Shortly before 11 a.m. Friday, a mudslide took out a power pole and large tree in the 10000 block of Occidental Road, knocking out power to much of the surrounding area, Graton Fire Chief Bill Bullard said. Firefighters and county roads crews were dispatched to the scene west of Mill Station Road to clear the roadway, while PG&E crews were sent to restore power.
Emergency crews reported few major storm related incidents overnight, though a large slide closed Highway 1 north of Fort Bragg, according to the California Highway Patrol.
About 5 inches of rain had fallen in the coastal hills west of Healdsburg by Thursday evening, while nearly 3.25 inches came down outside Santa Rosa at the Charles M. Schulz-Sonoma County Airport, said Bob Benjamin with the National Weather Service. Petaluma rain gauges measured about 1.6 inches of moisture.
An additional half inch may fall on Santa Rosa by Friday afternoon before a second storm rolls in midday Saturday and third on Sunday that will taper off Monday.
Though rain was expected to be light Friday, crews were still worried about winds associated with the system toppling trees into power lines, Lowenthal said.
“With as much rain as we’ve had even light winds are a concern,” he said.
With the ground already saturated, runoff was plentiful Thursday, turning some roads into water hazards and quickly raising streams and rivers, with water levels expected to continue rising through Saturday.
The forecast and isolated flooding prompted school officials to cancel classes Friday at several campuses in Guerneville, Monte Rio and Occidental.
But because of the shift of the storm to the south, the flood watches for North Bay rivers were being revised, Lowenthal said.
The latest forecasts for the Russian River showed it cresting at 26 feet Saturday afternoon and 25 feet on Monday, well below the 32-foot flood stage.
Nevertheless, officials throughout the region warned drivers to heed warnings and not to test their luck driving through inundated roads, as firefighters were scrambled several times Thursday to help stranded motorists whose vehicles stalled amid rising waters.
High water spilling across trails at Spring Lake Regional Park in Santa Rosa forced authorities to close the park Thursday. Also closed due to flooding were Steelhead Beach and Mom’s Beach along the Russian River and the campground at Gualala Point Regional Park.
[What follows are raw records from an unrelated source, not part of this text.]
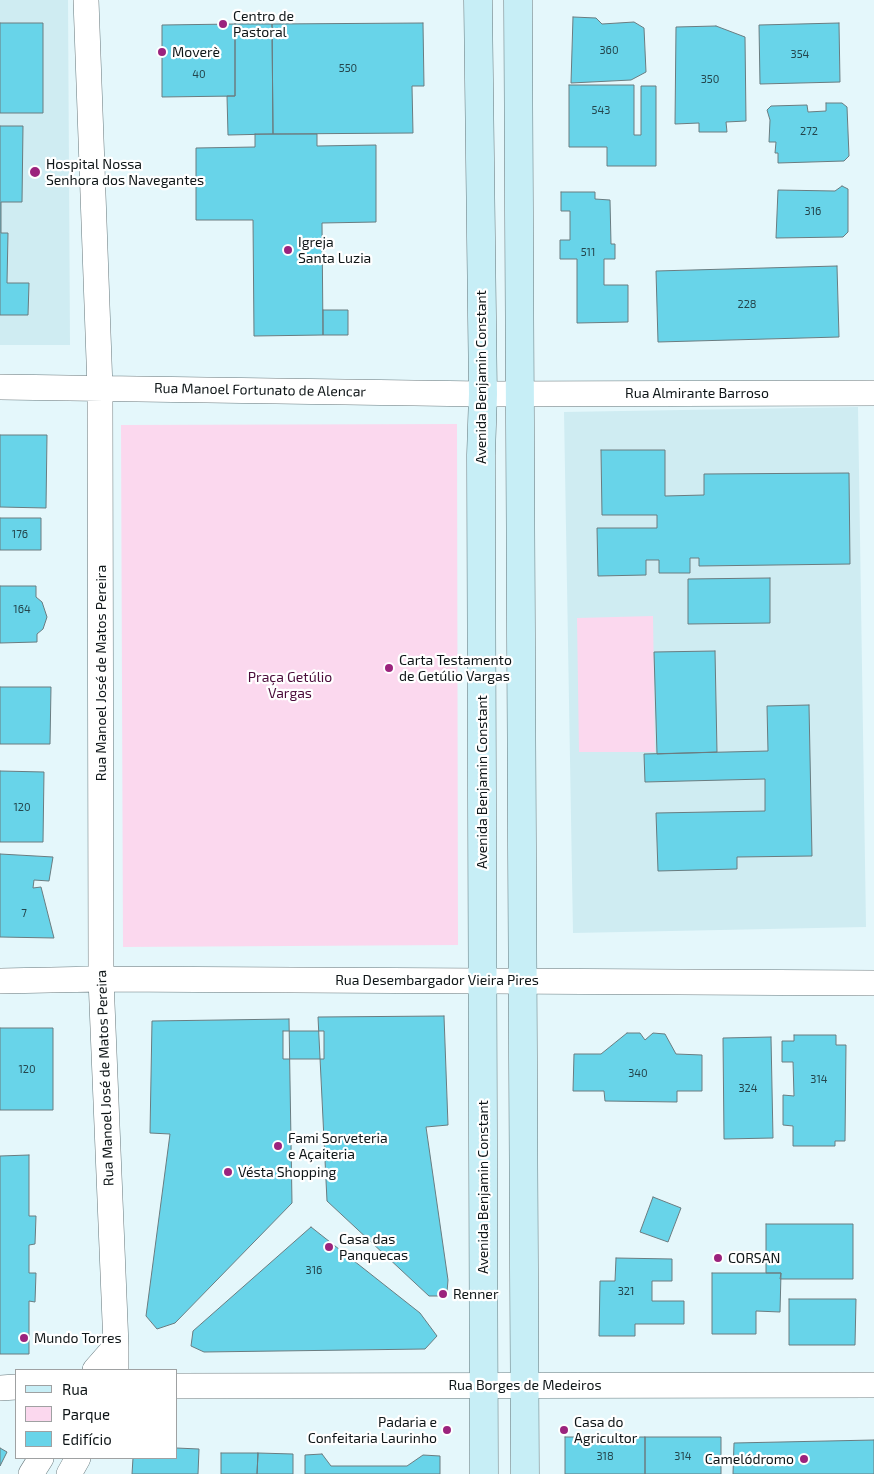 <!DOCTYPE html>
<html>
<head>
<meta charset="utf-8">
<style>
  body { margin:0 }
  #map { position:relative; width:874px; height:1474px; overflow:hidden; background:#e4f7fb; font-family:"Exo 2",sans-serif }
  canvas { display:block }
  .legend { position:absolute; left:15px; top:1369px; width:162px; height:90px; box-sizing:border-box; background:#fff; border:1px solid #9fa1a2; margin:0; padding:6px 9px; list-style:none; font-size:15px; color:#0e1517 }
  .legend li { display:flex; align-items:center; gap:10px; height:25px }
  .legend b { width:25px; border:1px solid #9fa1a2 }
</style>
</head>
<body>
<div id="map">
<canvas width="874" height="1474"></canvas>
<ul class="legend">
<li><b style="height:6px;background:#c7eef6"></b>Rua</li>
<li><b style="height:14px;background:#fbd8ee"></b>Parque</li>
<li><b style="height:14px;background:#68d4e9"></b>Edifício</li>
</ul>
</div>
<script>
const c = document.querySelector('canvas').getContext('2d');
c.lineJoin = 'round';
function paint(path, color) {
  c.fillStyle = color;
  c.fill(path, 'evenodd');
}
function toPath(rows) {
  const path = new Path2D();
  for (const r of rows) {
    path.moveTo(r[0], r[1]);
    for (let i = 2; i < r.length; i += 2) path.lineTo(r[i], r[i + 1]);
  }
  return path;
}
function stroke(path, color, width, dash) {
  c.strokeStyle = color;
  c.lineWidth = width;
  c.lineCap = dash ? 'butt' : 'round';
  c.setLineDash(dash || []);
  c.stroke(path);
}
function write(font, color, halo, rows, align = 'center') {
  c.font = font + ' "Exo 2",sans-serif';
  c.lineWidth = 4.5;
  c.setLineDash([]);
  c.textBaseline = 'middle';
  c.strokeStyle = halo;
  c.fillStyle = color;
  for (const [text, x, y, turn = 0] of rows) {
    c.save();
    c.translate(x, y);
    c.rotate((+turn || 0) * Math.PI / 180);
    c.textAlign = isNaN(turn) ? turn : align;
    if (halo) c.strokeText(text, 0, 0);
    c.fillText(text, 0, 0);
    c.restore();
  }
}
paint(toPath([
  [0,0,68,0,70,345,0,345],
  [858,407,866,927,573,933,564,412]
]), '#cfecf2');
paint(toPath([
  [457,424,458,945,123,947,121,425],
  [653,616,655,752,579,752,577,618]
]), '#fbd8ee');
const building = toPath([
  [573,17,596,18,602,24,634,22,644,28,646,72,631,80,571,83,573,17],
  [0,23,43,23,43,113,0,113,0,23],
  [423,23,424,86,412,86,413,133,273,134,272,24,423,23],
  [839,23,840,82,760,84,759,25,839,23],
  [235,24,272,24,273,134,228,135,227,96,235,96,235,24],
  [235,24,235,96,162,97,162,25,235,24],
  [716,26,745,37,746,121,726,122,727,132,699,132,699,123,675,124,676,27,716,26],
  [569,85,634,85,634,135,641,135,641,86,656,86,656,166,607,166,607,147,569,147,569,85],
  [826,103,842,103,847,107,849,156,844,161,778,163,778,153,775,153,776,142,769,142,770,120,767,110,771,106,807,105,808,112,826,111,826,103],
  [0,126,23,126,22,202,1,202,1,233,8,233,7,283,29,283,28,315,0,315,0,126],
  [255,134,317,134,317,146,376,145,376,222,322,223,323,335,254,336,253,220,196,220,196,148,255,147,255,134],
  [842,186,848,189,848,232,843,237,776,238,778,190,835,191,842,186],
  [561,192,595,192,595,199,610,200,611,244,615,244,615,259,604,259,604,285,628,285,628,322,577,323,577,259,560,259,560,240,570,240,570,211,561,211,561,192],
  [837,266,839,337,658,342,656,271,837,266],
  [323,310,348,310,348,335,323,335,323,310],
  [0,435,47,435,46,508,0,507,0,435],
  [601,450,665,450,665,496,704,495,704,474,849,473,850,564,699,566,699,558,690,558,690,573,659,573,659,560,646,560,646,575,598,576,597,528,657,528,657,515,602,515,601,450],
  [0,518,41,518,41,550,0,550,0,518],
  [770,578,770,623,688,624,688,579,770,578],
  [0,586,36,586,36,597,42,602,47,617,43,629,37,634,37,642,0,643,0,586],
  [715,651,717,752,657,754,654,652,715,651],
  [0,687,51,687,50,744,0,744,0,687],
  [809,705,812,856,737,857,737,869,658,871,656,813,765,811,765,779,645,782,644,754,768,751,767,706,809,705],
  [0,771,44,772,43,842,0,842,0,771],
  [0,854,53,857,49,881,34,880,33,888,41,887,54,938,0,937,0,854],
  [444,1016,448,1125,426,1127,448,1280,447,1292,439,1296,429,1296,327,1201,318,1017,444,1016],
  [289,1019,292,1203,175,1323,157,1329,146,1316,170,1134,150,1133,152,1021,289,1019],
  [0,1028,53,1028,53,1110,0,1110,0,1028],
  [283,1031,324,1031,324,1059,283,1059,283,1031],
  [627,1033,640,1033,645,1040,653,1033,665,1034,676,1054,702,1055,702,1091,677,1091,677,1102,605,1101,604,1091,573,1091,574,1054,601,1054,627,1033],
  [794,1035,836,1035,836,1045,846,1045,845,1141,835,1141,835,1146,793,1146,793,1126,783,1125,783,1095,794,1096,793,1062,782,1062,782,1041,794,1041,794,1035],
  [771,1037,773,1138,724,1139,723,1038,771,1037],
  [29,1155,29,1216,36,1216,35,1244,29,1245,29,1273,36,1273,35,1302,29,1301,29,1354,0,1354,0,1156,29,1155],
  [653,1197,681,1208,668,1242,640,1232,653,1197],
  [766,1224,853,1224,853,1279,780,1279,781,1273,766,1273,766,1224],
  [311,1227,420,1313,437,1336,425,1349,204,1352,191,1346,193,1331,311,1227],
  [616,1258,672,1259,672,1281,652,1281,652,1301,684,1301,684,1324,635,1324,635,1336,599,1336,600,1281,615,1281,616,1258],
  [712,1273,781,1273,780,1312,756,1311,756,1334,712,1334,712,1273],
  [789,1299,856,1299,855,1345,789,1345,789,1299],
  [565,1437,645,1437,645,1474,565,1474,565,1437],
  [645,1437,721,1437,721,1474,645,1474,645,1437],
  [874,1440,874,1474,733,1474,734,1443,874,1440],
  [0,1448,7,1452,0,1466,0,1448],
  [176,1448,199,1449,198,1474,132,1474,133,1458,176,1458,176,1448],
  [221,1453,258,1453,257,1474,221,1474,221,1453],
  [258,1453,293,1454,293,1474,257,1474,258,1453],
  [322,1454,331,1466,407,1466,423,1455,440,1456,440,1474,305,1474,305,1455,322,1454]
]);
paint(building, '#68d4e9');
stroke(building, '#6a7c80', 1);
const street = toPath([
  [86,0,100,388,101,979,116,1346,116,1370],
  [0,387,483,394,874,393],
  [0,981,101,979,874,983],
  [95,1370,116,1346],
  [176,1386,874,1385],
  [0,1388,16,1387],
  [31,1474,41,1458],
  [69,1474,78,1458]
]);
const secondary = toPath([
  [478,0,483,394,481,455,484,1474],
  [518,0,525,1474]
]);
stroke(street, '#66777b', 26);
stroke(secondary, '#66777b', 29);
stroke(street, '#fff', 25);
stroke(secondary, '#c7eef6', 28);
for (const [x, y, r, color] of [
  [223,24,5,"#9b237d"],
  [162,52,5,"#9b237d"],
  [35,172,6,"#9b237d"],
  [288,250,5,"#9b237d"],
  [389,668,5,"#9b237d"],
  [278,1146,5,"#9b237d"],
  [228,1172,5,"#9b237d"],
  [329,1247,5,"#9b237d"],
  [718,1258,5,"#9b237d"],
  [443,1294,5,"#9b237d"],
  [24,1338,5,"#9b237d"],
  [447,1430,5,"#9b237d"],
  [564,1430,5,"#9b237d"],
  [804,1459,5,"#9b237d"]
]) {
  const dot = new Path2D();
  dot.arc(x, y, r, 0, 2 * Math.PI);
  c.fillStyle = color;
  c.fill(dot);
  stroke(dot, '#fff', 2);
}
write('11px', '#24454c', null, [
  ["360",609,50],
  ["354",800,54],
  ["550",348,68],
  ["40",199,74],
  ["350",710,79],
  ["543",601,110],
  ["272",809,131],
  ["316",813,211],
  ["511",588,252],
  ["228",747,304],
  ["176",20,534],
  ["164",22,609],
  ["120",22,807],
  ["7",24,913],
  ["120",27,1069],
  ["340",638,1073],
  ["314",819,1079],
  ["324",748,1088],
  ["316",314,1270],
  ["321",626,1291],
  ["318",605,1456],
  ["314",683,1456]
]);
write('14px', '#0e1517', '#fff', [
  ["Centro de",233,16],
  ["Pastoral",233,32],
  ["Moverè",172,52],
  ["Hospital Nossa",46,164],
  ["Senhora dos Navegantes",46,180],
  ["Igreja",298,242],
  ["Santa Luzia",298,258],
  ["Carta Testamento",399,660],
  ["de Getúlio Vargas",399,676],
  ["Fami Sorveteria",288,1138],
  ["e Açaiteria",288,1154],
  ["Vésta Shopping",238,1172],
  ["Casa das",339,1239],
  ["Panquecas",339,1255],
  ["CORSAN",728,1258],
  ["Renner",453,1294],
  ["Mundo Torres",34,1338],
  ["Padaria e",437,1422,"right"],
  ["Confeitaria Laurinho",437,1438,"right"],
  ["Casa do",574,1422],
  ["Agricultor",574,1438],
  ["Camelódromo",794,1459,"right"]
], 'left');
write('14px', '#0e1517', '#fff', [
  ["Avenida Benjamin Constant",481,377,-90],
  ["Rua Manoel Fortunato de Alencar",260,390,1],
  ["Rua Almirante Barroso",697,393],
  ["Rua Manoel José de Matos Pereira",101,673,-90],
  ["Avenida Benjamin Constant",482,782,-90],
  ["Rua Desembargador Vieira Pires",437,980],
  ["Rua Manoel José de Matos Pereira",105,1078,-92],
  ["Avenida Benjamin Constant",483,1187,-90],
  ["Rua Borges de Medeiros",525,1385]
]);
write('14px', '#4a0c3a', '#fff', [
  ["Praça Getúlio",290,677],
  ["Vargas",290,693]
]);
</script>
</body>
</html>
Across Sonoma County, the wet weather was blamed for a number of problems, including mudslides, car crashes and downed trees.
Santa Rosa firefighters were scrambled mid-morning Thursday on reports that a man was seen floating in the rushing Santa Rosa Creek. Crews were stationed on overpasses between Stony Point Road and Willowside Road, searching for the man. But there were no sightings, Santa Rosa Battalion Chief Jack Piccinini said.